Gods and mortals, twisting truths, had in a host of deeds stained what once had been pure.
Well, the end was coming. The end, dear ones, is coming. There would be no more children, rising from the bones and rubble, to build anew all that had been lost. Was there even one among them, after all, who had not suckled at the teat of corruption? Oh, they fed their inner fires, yet they hoarded the light, the warmth, as if justice belonged to them alone.
She was appalled. She seethed with contempt. Justice was incandescent within her, and it was a fire growing day by day, as the wretched heart of the Chained One leaked out its endless streams of blood. Twelve Pures remained, feeding. Twelve. Perhaps there were others, lost in far-flung places, but she knew nothing of them. No, these twelve, they would be the faces of the final storm, and, pre-eminent among them all, she would stand at that storm’s centre.
She had been given her name for this very purpose, long ago now. The Forkrul Assail were nothing if not patient.

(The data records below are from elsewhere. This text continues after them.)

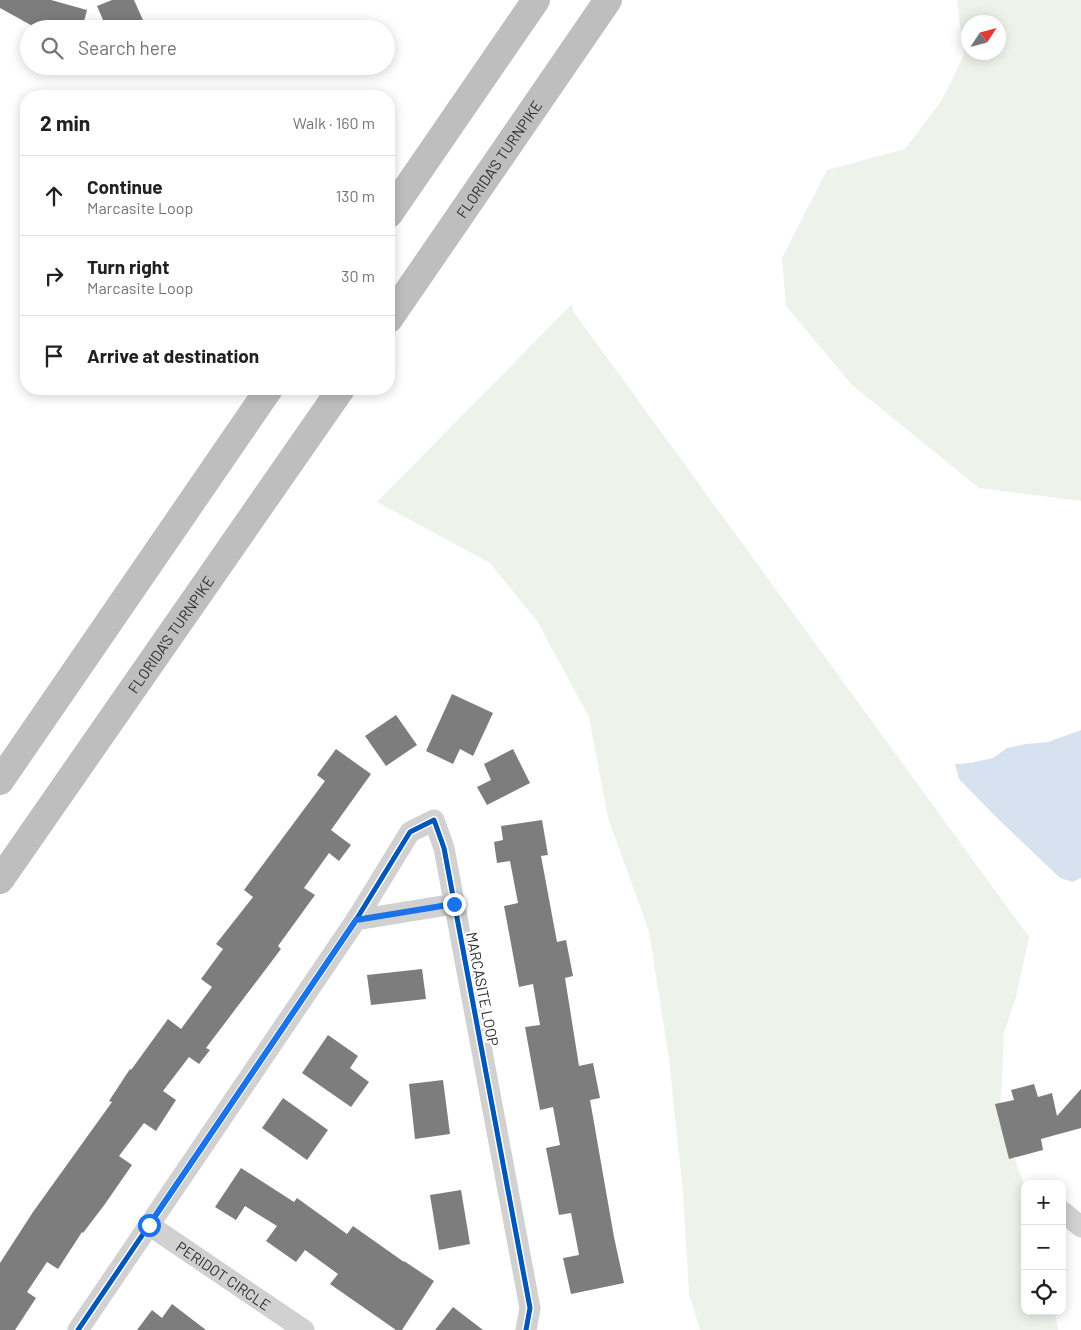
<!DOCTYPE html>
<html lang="en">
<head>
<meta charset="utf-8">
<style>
  :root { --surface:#fff; --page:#f6f6f6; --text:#202124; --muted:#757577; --line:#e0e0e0 }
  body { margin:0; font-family:Barlow,sans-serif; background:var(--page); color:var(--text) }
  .controls { position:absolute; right:15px; bottom:15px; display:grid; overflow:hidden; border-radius:10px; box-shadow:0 2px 12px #0003 }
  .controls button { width:45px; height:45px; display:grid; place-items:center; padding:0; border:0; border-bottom:1px solid var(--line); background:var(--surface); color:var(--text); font:25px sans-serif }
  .compass { position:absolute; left:961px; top:15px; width:45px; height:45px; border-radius:50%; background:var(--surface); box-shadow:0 2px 12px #0003; rotate:54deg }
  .stop { position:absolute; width:15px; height:15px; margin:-11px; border:4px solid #1a73e8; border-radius:50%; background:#fff }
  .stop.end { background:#1a73e8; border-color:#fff; box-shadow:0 1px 5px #0008 }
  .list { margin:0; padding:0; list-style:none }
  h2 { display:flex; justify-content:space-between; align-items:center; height:65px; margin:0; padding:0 20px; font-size:21px }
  h2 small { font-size:16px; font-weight:400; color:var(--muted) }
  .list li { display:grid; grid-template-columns:32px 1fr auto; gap:15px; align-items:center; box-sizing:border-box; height:80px; padding:0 20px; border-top:1px solid var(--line) }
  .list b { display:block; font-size:19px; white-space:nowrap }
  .list p { margin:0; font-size:16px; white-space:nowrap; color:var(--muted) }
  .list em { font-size:16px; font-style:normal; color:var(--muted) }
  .icon { flex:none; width:28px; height:28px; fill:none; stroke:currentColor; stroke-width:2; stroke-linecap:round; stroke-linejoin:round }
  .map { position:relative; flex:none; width:1081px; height:1330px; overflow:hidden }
  .search { position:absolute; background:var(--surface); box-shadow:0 2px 12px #0003; left:20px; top:20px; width:375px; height:55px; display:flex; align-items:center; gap:12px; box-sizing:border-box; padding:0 18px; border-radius:28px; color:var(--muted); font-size:19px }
  .panel { position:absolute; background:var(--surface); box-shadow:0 2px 12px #0003; left:20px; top:90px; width:375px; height:305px; border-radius:20px }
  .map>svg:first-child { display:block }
  .green { fill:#edf3ea; fill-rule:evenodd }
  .water { fill:#d6e2f0 }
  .building { fill:#7d7d7d }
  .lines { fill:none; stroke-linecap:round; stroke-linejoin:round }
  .minor { stroke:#d1d1d1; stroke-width:21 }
  .motorway { stroke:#bebebe; stroke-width:28 }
  .cycleway-casing { stroke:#fff; stroke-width:8 }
  .cycleway { stroke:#0057b8; stroke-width:5 }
  .route { stroke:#1a73e8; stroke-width:6 }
  .labels { text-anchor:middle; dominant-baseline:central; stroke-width:5; stroke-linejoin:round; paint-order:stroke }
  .street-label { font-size:15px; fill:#2c2c2c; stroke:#fff }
</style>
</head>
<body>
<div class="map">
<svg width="1081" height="1330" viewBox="0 0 1081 1330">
  <rect width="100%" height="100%" fill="#fff"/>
  <g class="green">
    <path d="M957,0h124v501l-102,-13 -127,-103 -66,-79 -4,-48 45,-88 78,-21 37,-49 22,-45zM968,22h30v30h-30z"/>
    <path d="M572,304l1,7 456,626 -13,60 -12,36 -4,87 25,67v124h30l3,19h-358l-11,-36 -6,-102 -14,-133 -20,-128 -41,-113 -19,-101 -52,-96 -47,-58 -113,-61z"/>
  </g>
  <path class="water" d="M1081,730v148l-8,4 -13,-4 -65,-62 -36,-37 -4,-15 15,-1 23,-5 14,-10 19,-4 22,-2z"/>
  <g class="building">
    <path d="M0,0h51l36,10 -5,19h-44l-38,-21z"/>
    <path d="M112,0h22l13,29h-40l-10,-23z"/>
    <path d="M452,694l41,19 -20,43 -13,-7 -7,15 -27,-13z"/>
    <path d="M396,715l21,30 -31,21 -21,-30z"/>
    <path d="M336,749l35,25 -40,56 20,15 -12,16 -10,-8 -25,35 11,7 -37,51 3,3 -75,99 4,2 -11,14 -10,-7 -26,34 13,9 -20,31 -12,-8 -25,33 13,9 -27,39 -22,29 -1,-1 -24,37 -11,-7 -20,30 9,6 -21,32h-15v-67l33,-51 79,-110 -3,-1 21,-32 1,1 37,-51 13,10 31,-42 -11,-8 22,-30 -7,-5 37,-47 -9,-7 81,-109 -8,-6z"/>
    <path d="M513,749l17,34 -43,22 -10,-18 14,-7 -7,-16z"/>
    <path d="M542,820l6,35 -7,1 16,86 9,-2 7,36 -8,2 14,88 14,-3 7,35 -10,2 24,137 10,46 -53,11 -8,-36 16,-3 -8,-42 -12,2 -13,-67 14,-3 -7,-38 -13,3 -15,-83 15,-2 -7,-41 -14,3 -15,-81 14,-3 -8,-42 -13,2 -3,-21 9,-2 -2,-14z"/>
    <path d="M422,969l4,30 -55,6 -4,-30z"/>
    <path d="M328,1035l30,21 -8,12 19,14 -18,25 -49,-34z"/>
    <path d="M443,1080l7,54 -35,5 -6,-55z"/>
    <path d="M1034,1084l4,13 14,-4 5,23 24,-27v39l-40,11 2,11 -34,9 -14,-55 19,-4 -3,-10z"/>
    <path d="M283,1098l45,32 -21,30 -45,-32z"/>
    <path d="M241,1168l53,34 3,-4 50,36 6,-8 51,36v-1l30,20 -32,49h-6l-66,-46 8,-10 -33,-24 -9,12 -30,-21 11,-15 -32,-20 -9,14 -21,-13z"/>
    <path d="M461,1190l9,54 -31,6 -9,-55z"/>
    <path d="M172,1304l34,26h-69l15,-20 10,8z"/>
    <path d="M453,1307l30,23h-48z"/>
  </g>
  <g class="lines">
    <g class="minor">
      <path d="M356,920l98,-16"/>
      <path d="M1062,1211l19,16"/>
      <path id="s1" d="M149,1225l155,105"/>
      <path d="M78,1330l278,-410 54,-88 24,-12 10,28 86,460 -4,22"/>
    </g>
    <g class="motorway">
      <path d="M389,214l147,-214"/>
      <path id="s2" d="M389,319l219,-319"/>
      <path d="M0,781l269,-392"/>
      <path id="s3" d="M0,880l341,-491"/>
    </g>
    <g class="cycleway-casing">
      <path id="cycleway" d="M78,1330l278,-410 54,-88 24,-12 10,28 86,460 -4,22"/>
    </g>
    <use href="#cycleway" class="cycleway"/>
  </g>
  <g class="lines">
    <path class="route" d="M149,1225l207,-305 98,-16"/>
  </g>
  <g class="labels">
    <g class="street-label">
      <text stroke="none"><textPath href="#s2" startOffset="194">FLORIDA'S TURNPIKE</textPath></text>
      <text stroke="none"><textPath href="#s3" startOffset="299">FLORIDA'S TURNPIKE</textPath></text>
      <text transform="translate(483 989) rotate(79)">MARCASITE LOOP</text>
      <text stroke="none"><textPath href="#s1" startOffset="90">PERIDOT CIRCLE</textPath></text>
    </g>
  </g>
</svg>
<div class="controls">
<button>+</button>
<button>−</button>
<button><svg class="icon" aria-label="locate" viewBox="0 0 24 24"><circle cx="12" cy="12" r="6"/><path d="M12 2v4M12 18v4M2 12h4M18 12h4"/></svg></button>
</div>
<svg class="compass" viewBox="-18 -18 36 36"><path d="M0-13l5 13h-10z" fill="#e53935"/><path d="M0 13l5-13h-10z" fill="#757577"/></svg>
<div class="stop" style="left:149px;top:1225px"></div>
<div class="stop end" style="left:454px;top:904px"></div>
<div class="search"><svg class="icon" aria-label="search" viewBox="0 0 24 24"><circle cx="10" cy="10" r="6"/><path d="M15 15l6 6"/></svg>Search here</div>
<section class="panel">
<h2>2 min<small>Walk · 160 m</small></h2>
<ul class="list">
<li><svg class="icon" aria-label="ahead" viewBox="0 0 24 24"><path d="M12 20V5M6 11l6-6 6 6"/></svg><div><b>Continue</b><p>Marcasite Loop</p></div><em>130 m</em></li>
<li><svg class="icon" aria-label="right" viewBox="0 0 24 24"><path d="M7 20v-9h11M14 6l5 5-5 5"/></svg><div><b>Turn right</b><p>Marcasite Loop</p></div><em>30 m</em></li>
<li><svg class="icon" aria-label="arrive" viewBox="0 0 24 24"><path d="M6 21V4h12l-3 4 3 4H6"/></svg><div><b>Arrive at destination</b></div></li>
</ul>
</section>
</div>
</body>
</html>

But patience itself was yet one more lost virtue.
Chains of bone trailing, Calm walked across the plain, as the day’s light died behind her.
‘God failed us.’
Trembling, sick to his stomach as something cold, foreign, coursed through his veins, Aparal Forge clenched his jaw to stifle a retort. This vengeance is older than any cause you care to invent, and no matter how often you utter those words, Son of Light, the lies and madness open like flowers beneath the sun. And before me I see nothing but lurid fields of red, stretching out on all sides.
This wasn’t their battle, not their war. Who fashioned this law that said the child must pick up the father’s sword? And dear Father, did you really mean this to be? Did she not abandon her consort and take you for her own? Did you not command us to peace? Did you not say to us that we children must be as one beneath the newborn sky of your union?

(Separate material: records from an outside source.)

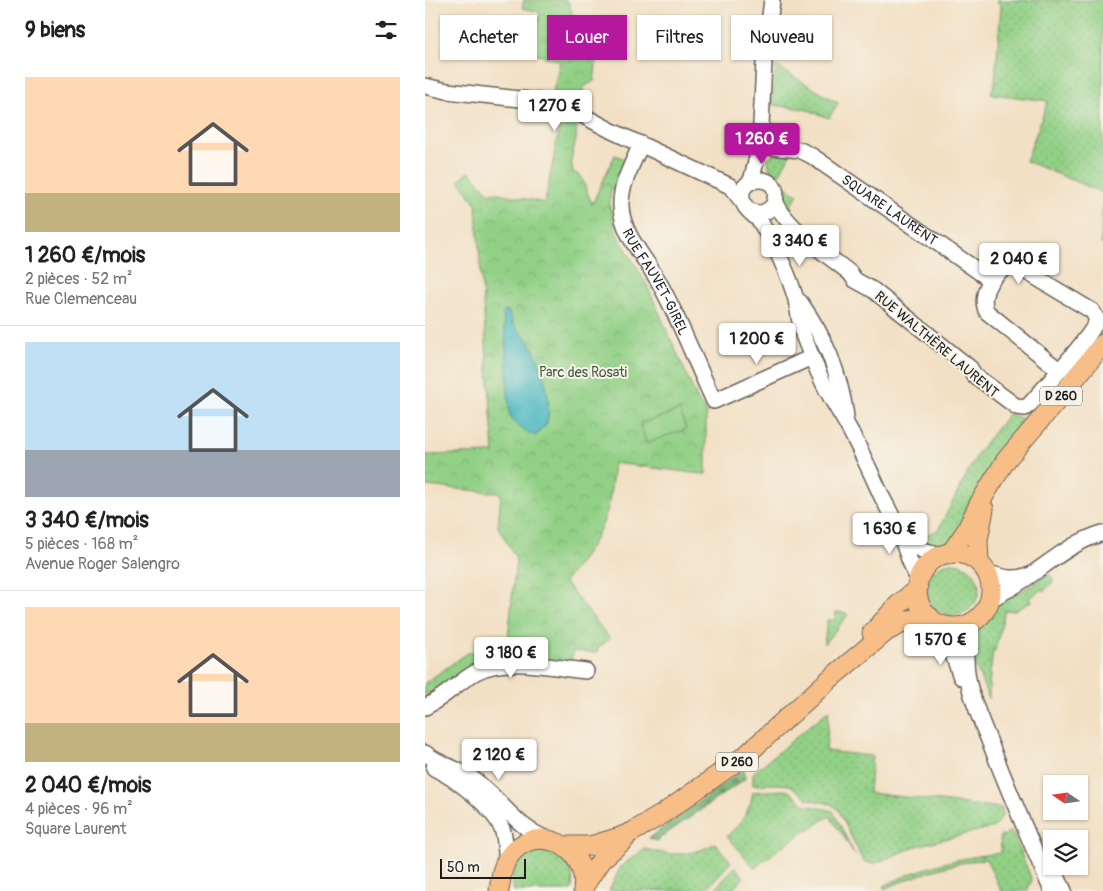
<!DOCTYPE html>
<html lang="fr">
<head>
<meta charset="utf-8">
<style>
	body { margin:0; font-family:Pangolin,sans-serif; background:#f6f6f6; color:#202124; height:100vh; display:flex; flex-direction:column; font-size:19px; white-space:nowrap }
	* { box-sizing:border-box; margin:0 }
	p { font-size:16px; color:#757577 }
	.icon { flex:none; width:28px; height:28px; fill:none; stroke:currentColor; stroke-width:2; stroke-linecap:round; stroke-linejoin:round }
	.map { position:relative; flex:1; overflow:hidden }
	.drawer { display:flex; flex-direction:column; background:#fff; width:425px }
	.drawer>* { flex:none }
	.top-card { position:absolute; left:15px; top:15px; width:475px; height:45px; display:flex; gap:10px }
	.needle { width:32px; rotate:283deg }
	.buttons { position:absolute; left:618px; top:775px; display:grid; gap:10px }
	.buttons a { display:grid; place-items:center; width:45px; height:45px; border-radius:0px; background:#fff; box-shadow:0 1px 4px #0004; font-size:25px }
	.scale { position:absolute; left:15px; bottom:12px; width:86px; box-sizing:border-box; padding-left:5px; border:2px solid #1c1c1c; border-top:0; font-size:14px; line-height:18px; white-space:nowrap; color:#1c1c1c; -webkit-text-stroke:4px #f7f3e8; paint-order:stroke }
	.price { position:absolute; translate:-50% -42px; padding:0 11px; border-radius:5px; background:#fff; color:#222; font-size:16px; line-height:32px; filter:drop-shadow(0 1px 2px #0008) }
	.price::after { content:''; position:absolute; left:50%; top:30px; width:15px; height:11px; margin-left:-8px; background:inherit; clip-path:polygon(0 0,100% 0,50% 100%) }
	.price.current { background:#b5179e; color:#fff }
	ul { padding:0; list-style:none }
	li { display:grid; align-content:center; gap:10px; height:265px; padding:0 25px }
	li+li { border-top:1px solid #e0e0e0 }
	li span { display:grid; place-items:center; height:155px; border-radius:0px; color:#555 }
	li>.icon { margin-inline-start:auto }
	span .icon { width:90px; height:90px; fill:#fffc; stroke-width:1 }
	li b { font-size:21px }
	h2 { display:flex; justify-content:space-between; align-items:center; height:60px; padding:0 25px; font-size:21px }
	.pill { padding:0 18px; border-radius:0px; background:#fff; box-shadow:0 1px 4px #0004; font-size:18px; line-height:45px }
	.pill.current { background:#b5179e; color:#fff }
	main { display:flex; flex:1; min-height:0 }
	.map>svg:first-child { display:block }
	.grass { fill:url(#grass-dots); stroke:#577651 }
	.forest { fill:url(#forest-firs); stroke:#486748 }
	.park { fill:url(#park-crowns); stroke:#577651 }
	.garden { fill:#92d086; stroke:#577651 }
	.water { fill:#48b7c0; stroke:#326a6e }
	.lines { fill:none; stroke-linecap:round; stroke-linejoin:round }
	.minor-casing { stroke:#676157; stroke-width:18 }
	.major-casing { stroke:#676157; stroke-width:21 }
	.minor { stroke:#fff; stroke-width:15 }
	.major { stroke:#f7be87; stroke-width:19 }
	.labels { text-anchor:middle; stroke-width:4; stroke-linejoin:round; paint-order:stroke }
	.shield { fill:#f7f3e8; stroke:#5e5c59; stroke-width:1 }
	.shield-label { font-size:12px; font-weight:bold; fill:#1c1c1c }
	.street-label { font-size:14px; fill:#1c1c1c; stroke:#f7f3e8 }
	.park-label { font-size:14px; fill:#455b41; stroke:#f7f3e8 }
</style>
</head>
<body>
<main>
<section class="drawer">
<h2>9 biens<svg class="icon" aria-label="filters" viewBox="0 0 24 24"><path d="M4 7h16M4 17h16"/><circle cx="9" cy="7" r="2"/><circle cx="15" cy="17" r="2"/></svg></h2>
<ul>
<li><span style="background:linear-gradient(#ffd9b3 75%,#c2b280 0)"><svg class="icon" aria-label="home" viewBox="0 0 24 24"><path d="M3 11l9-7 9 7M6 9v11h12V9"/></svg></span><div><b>1 260 €/mois</b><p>2 pièces · 52 m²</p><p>Rue Clemenceau</p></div></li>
<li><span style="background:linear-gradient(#bfe0f5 70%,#9aa5b1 0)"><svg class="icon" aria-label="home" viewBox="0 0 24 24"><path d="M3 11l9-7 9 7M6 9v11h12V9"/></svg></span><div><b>3 340 €/mois</b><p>5 pièces · 168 m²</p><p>Avenue Roger Salengro</p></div></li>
<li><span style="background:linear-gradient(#ffd9b3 75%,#c2b280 0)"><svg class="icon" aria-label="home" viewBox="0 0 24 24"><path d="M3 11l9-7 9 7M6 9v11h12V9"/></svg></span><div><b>2 040 €/mois</b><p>4 pièces · 96 m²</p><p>Square Laurent</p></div></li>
</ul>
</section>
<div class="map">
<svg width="678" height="891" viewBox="0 0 678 891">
	<defs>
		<pattern id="grass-dots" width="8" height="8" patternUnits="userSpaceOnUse" patternTransform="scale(1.25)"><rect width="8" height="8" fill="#92d086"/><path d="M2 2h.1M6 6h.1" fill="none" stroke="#7db273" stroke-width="1.8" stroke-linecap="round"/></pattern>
		<pattern id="forest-firs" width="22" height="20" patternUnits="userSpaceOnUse" patternTransform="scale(1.25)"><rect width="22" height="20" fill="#75b273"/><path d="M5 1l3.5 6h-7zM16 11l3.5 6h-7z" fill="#5f905e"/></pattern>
		<pattern id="park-crowns" width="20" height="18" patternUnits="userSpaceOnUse" patternTransform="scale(1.25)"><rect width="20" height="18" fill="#92d086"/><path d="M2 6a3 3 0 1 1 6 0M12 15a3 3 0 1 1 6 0" fill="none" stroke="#7db273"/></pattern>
	</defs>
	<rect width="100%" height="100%" fill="#f7f3e8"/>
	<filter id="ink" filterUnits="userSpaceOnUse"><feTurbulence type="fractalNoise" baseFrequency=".02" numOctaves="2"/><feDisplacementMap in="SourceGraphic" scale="10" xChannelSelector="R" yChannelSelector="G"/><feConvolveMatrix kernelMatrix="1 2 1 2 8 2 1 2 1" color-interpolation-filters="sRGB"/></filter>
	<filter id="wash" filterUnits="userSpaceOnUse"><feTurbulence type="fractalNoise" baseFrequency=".0096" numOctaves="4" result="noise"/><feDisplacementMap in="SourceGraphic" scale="20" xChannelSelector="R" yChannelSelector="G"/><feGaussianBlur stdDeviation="1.12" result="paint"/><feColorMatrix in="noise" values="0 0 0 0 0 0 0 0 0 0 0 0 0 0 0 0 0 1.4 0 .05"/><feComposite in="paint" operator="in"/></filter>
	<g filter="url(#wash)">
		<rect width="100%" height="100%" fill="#f2e0c4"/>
		<g class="grass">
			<path d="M570 0H678V245L676 244 678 193 601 161 623 101 566 94 570 82 576 6Z"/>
			<path d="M351 66 413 103 404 118 380 109 347 105Z"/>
			<path d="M351 153 365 154 353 177 360 181 358 186 373 194 363 211C357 203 357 193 353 185 348 175 343 170 343 158Z"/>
			<path d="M584 413 598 419 599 427 527 541 506 547 494 538 513 530 554 451Z"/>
			<circle cx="528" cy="589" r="26"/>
			<path d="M624 574 628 579 627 583 619 591 617 589 604 598 606 602 588 611 580 610 570 651 568 650 564 684V699L546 656V632L565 617 573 600 590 595Z"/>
			<path d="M411 612 421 613 423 615 399 644 402 620H410Z"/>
			<path d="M404 710 401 751 447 756 444 793 577 808V816L569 827 495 845 448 864 438 861 413 809 406 804 383 799 365 785 354 784 328 785V773Z"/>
			<path d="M359 790 364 791 379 804 408 811 430 855 405 816 360 844 330 868 302 836C316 824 325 811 328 792Z"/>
			<path d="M584 832H587L607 880 602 891H576L561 859C526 863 491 875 459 889V886C495 867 536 857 576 853L575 835 578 836Z"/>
			<path d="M290 843 306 862 279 891H184L196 866 220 849C245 856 267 857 290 843Z"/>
			<path d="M113 850C136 849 153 868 146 891H89C84 872 94 855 113 850Z"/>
			<path d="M310 867 319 877 306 891H288Z"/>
		</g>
		<path class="forest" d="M319 769 320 779 231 841 224 838Z"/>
		<path class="park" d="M99 0H142L155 32 175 34 169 81 159 87 152 106 151 140 146 159 148 172 156 176 167 204 190 155 205 161 192 189 187 188 185 196V206L192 234 221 283 275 405 281 408V474L268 473 189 463C187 476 186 490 184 503 178 532 159 559 139 581L185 639 174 647 171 653 148 651 146 665 77 658 56 662 0 696V683L44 652 82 650 91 558 73 527 76 493 0 486V455L69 453 51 207 52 205 34 180 44 171 65 194 69 192 120 203 137 114 127 96 135 61 106 53 115 12 97 8Z"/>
		<path class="garden" d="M255 410 261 429 221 443 215 424Z"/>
		<path class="water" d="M81 310 84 312C86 317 88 325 92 329 95 333 100 336 103 340 116 360 128 397 122 421 121 428 114 430 111 436 101 433 87 424 84 412 82 379 82 346 78 313Z"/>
	</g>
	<g filter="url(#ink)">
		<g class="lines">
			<g class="minor-casing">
				<g id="minor">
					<path d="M0 86 22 91 113 101 155 114 187 131 305 186 317 201"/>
					<path id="s1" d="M216 144C208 163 195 185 196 206 197 236 223 260 236 286 256 323 271 363 289 401L387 357"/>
					<path id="s2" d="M335 146 375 150 387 156 566 280"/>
					<path d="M326 181 335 146 339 62 347 0"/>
					<path d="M350 199C356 224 405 257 425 273L430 280 448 290 545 368 549 375 592 407 600 408 605 404C617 390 670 333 672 319L667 311 592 266C571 263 552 295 562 312L634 370"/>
					<path d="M326 211C335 215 343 213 349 204 361 169 305 175 319 204 322 212 332 216 336 223 350 246 362 270 370 296 374 310 374 326 380 340 387 357 394 376 403 392 409 404 416 414 422 425 435 448 446 473 457 497 463 508 469 520 474 531 481 548 484 565 494 580"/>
					<path d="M375 302C401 339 414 371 421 416"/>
					<path d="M474 533 497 550 516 555"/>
					<path d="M562 573C575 576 586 581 600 576"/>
					<path d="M564 601C573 594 584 590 594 583 622 565 646 542 678 533"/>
					<path d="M509 620C523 636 529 658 536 677"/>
					<path d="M543 624C534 684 553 710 573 763 590 806 609 849 627 891"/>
					<path d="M0 707C19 698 33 682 51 672 81 656 129 668 161 671"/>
					<path d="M0 753C14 765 33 768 48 779 75 798 90 827 122 839"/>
					<path d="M9 768C31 779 67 805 77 829 81 839 80 850 82 860"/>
					<path d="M627 866 639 891"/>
				</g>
			</g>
			<g class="major-casing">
				<g id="major">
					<circle cx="529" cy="590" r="37"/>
					<path d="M525 554 541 531 554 504 581 460 640 391 678 344"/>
					<path d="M554 563 553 540 559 509"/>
					<path d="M447 633 474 604 493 588"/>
					<path d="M140 846H165L195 837 207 832 236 815 321 755 406 678 462 631 484 620 505 617"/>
					<path d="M159 886 176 860 200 839"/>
					<path d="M74 891C76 879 76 868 83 858 109 819 165 846 158 891"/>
				</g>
			</g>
			<use href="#minor" class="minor"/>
			<use href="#major" class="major"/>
		</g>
	</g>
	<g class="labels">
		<g class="shield">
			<rect x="615" y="386.5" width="42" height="19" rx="4"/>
			<rect x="291" y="752.5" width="42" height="19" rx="4"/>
		</g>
		<g class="shield-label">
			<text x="636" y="400">D 260</text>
			<text x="312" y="766">D 260</text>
		</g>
		<g class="street-label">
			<text dy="5" stroke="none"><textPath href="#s2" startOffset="148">SQUARE LAURENT</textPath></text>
			<text dy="5" stroke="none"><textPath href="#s1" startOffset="150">RUE FAUVET-GIREL</textPath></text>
			<text transform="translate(512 344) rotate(40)" y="5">RUE WALTHÈRE LAURENT</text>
		</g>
		<g class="park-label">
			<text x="158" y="377">Parc des Rosati</text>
		</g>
	</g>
</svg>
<div class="buttons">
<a><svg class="needle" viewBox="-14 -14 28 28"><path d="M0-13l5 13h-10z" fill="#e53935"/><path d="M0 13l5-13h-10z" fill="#757577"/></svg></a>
<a><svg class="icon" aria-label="layers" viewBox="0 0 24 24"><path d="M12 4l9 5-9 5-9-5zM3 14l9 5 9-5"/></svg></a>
</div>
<div class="scale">50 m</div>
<b class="price" style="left:130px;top:132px">1 270 €</b>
<b class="price current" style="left:337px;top:165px">1 260 €</b>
<b class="price" style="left:375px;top:267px">3 340 €</b>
<b class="price" style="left:594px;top:285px">2 040 €</b>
<b class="price" style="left:332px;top:365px">1 200 €</b>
<b class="price" style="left:465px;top:555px">1 630 €</b>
<b class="price" style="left:516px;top:666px">1 570 €</b>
<b class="price" style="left:86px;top:679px">3 180 €</b>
<b class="price" style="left:74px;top:781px">2 120 €</b>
<div class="top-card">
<a class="pill">Acheter</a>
<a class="pill current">Louer</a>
<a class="pill">Filtres</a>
<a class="pill">Nouveau</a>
</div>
</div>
</main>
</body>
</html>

What crime awoke us to this?
I can’t even remember.
‘Do you feel it, Aparal? The power?’
‘I feel it, Kadagar.’ They’d moved away from the others, but not so far as to escape the agonized cries, the growl of the Hounds, or, drifting out over the broken rocks in ghostly streams, the blistering breath of cold upon their backs. Before them rose the infernal barrier. A wall of imprisoned souls. An eternally crashing wave of despair. He stared at the gaping faces through the mottled veil, studied the pitted horror in their eyes. You were no different, were you? Awkward with your inheritance, the heavy blade turning this way and that in your hand.
Why should we pay for someone else’s hatred?
‘What so troubles you, Aparal?’
‘We cannot know the reason for our god’s absence, Lord. I fear it is presumptuous of us to speak of his failure.’
Kadagar Fant was silent.
Aparal closed his eyes. He should never have spoken. I do not learn. He walked a bloody path to rule and the pools in the mud still gleam red. The air about Kadagar remains brittle. This flower shivers to secret winds. He is dangerous, so very dangerous.
‘The Priests spoke of impostors and tricksters, Aparal.’ Kadagar’s tone was even, devoid of inflection. It was the voice he used when furious. ‘What god would permit that? We are abandoned. The path before us now belongs to no one else – it is ours to choose.’